Faculty Colloquium
James Baldwin Across the Disciplines: A Colloquium
Saturday, April 19 (begins with continental breakfast, ends with dinner and performance)
This all-day colloquium for faculty and staff brings together national Baldwin scholars and faculty at Carleton, Macalester, and St. Olaf colleges for conversations on approaches to teaching and understanding James Baldwin’s essays and cultural criticism in liberal arts courses.
Faculty invited from the three colleges and professors from the University of Virginia and the University of Michigan, Ann Arbor, give an array of perspectives, discussing the importance of Baldwin as writer, moralist, human rights activist, democracy theorist, public speaker, and celebrity.
Lectures and media presentations address topics such as the photo-text genre and visuality, history and race, masculinity, sexuality and Black Power, Christian thought, and the structures of feeling in black music and theatre. The interplay between Baldwin’s personal life and his observations of domestic and international events also makes for rich faculty discussions of a writer who consistently interrogated American thought and practice and assessed the binaries of guilt/innocence, love/hate, black/white, male/female, and homosexual/straight.

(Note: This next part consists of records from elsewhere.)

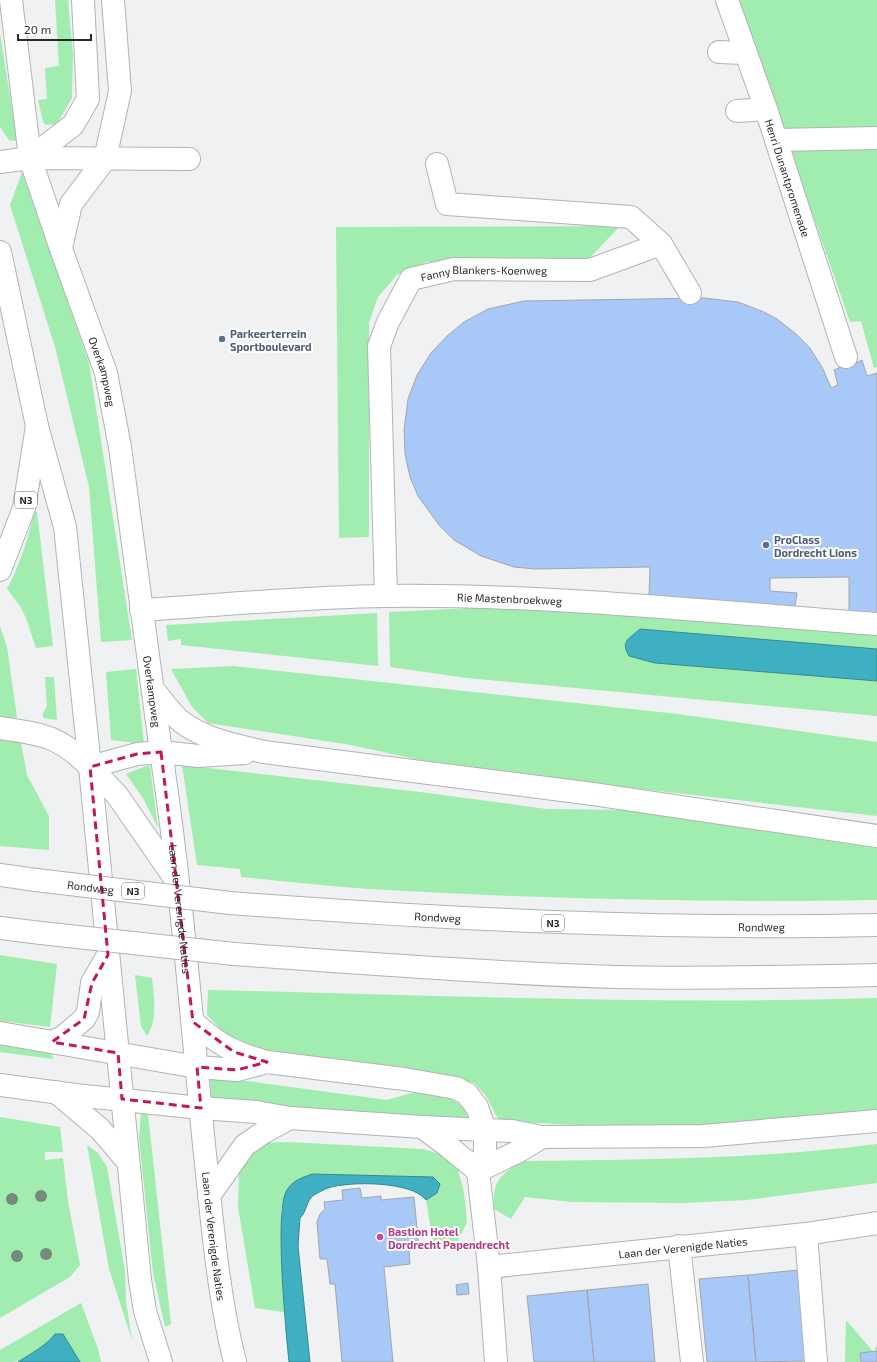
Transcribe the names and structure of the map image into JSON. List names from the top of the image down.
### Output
{
  "streets": {
    "main road": [
      "Henri Dunantpromenade",
      "Fanny Blankers-Koenweg",
      "Overkampweg",
      "N3",
      "Rie Mastenbroekweg",
      "Rondweg",
      "Laan der Verenigde Naties"
    ]
  },
  "crossings": [
    ["Fanny Blankers-Koenweg", "Rie Mastenbroekweg"],
    ["Overkampweg", "Rie Mastenbroekweg"],
    ["Overkampweg", "Laan der Verenigde Naties"]
  ],
  "places": ["Parkeerterrein Sportboulevard", "ProClass Dordrecht Lions", "Bastion Hotel Dordrecht Papendrecht"],
  "scale_bar": "20 m"
}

The colloquium is presented by Harry McKinley Williams, Bryn-Jones Distinguished Teaching Professor of History at Carleton College, and co-sponsored by Carleton’s Perlman Center for Learning and Teaching, which provides major support through the Mellon Faculty Lifecycles Grant.
Schedule
The colloquium begins at 8:30 a.m. with a continental breakfast, followed by a full day of presentations, running from 9:00 a.m.–5:00 p.m.